Interest rates, recession may have a short-term impact

However, Colliers also believes that high interest rates coupled with high inflation, recessionary concerns and geopolitical tensions in some countries may dampen fund deployment on a short-term basis.

“The investments in Indian real estate have been consistent for the past few years and hence have the potential to grow due to the structural change in demand for capital. During 2023, while we may see some postponement in deployment, there is ample dry powder in the market across core assets and alternate assets,” said Piyush Gupta, MD, Capital Markets and Investment Services, Colliers India.

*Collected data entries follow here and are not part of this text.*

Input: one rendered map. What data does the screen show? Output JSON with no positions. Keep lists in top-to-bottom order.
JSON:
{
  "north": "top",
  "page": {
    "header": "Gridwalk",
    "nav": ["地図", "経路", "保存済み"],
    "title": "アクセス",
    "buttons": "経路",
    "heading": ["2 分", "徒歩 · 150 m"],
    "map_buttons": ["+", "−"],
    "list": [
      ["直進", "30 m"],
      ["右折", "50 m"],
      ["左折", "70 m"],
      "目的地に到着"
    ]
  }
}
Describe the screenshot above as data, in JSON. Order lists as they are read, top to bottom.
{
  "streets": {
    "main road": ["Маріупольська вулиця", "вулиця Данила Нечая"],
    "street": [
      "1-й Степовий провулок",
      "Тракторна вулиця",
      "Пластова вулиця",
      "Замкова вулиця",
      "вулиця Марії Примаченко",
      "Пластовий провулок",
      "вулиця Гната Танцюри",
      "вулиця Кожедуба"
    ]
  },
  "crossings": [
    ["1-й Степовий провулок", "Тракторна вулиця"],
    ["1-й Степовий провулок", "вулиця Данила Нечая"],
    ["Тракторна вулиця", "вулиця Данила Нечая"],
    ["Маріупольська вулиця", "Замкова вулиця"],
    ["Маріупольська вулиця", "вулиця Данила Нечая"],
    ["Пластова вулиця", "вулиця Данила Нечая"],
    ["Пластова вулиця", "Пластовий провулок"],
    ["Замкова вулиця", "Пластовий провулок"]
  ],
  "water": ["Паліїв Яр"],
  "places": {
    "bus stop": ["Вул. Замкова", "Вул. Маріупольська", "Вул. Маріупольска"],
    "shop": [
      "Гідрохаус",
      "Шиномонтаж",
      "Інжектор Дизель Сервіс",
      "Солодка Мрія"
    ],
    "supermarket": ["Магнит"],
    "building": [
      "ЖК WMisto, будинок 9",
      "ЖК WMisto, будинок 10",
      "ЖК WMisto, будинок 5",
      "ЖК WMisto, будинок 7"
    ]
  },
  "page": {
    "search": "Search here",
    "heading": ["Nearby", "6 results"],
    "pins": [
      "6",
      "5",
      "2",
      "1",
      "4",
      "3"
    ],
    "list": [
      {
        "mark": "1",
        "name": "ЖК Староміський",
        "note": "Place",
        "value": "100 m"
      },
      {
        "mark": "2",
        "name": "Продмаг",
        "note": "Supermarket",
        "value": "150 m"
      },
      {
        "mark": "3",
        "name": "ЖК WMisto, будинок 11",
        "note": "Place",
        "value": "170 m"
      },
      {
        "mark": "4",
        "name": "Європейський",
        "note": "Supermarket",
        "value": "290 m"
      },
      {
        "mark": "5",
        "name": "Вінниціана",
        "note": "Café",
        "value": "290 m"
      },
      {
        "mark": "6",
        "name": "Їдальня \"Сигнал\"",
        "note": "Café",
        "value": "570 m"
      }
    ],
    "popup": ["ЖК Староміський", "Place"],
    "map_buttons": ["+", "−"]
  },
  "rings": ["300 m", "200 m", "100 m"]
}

Gupta says that there is a strong performance in the residential, retail, and hospitality sectors, where 2022 witnessed some large transactions. “These sectors are likely to see more traction in the next couple of years. Performance credit, special situations, portfolio acquisitions, asset reconstruction, and related structures have been growing and are likely to attract more investments,” he adds.

Domestic investors turn active

While most of the institutional investment into real estate tends to come from global investors, domestic investors also turned active in the last year. While global investors are attracted by the stable demand dynamics and tend to participate in entity-led deals, residential assets accounted for a chunk of the domestic investments.

“The share of domestic investment inflows in 2022 has surpassed the share in 2021, accounting for 22% share in total inflows. Overall, though the total investment inflows are yet to outrun the pre-pandemic levels, investors remain vested in India’s real estate even in challenging times. Large global investors will continue to partner with domestic firms to set up investment platforms,” Vimal Nadar, senior director and head of research, Colliers India.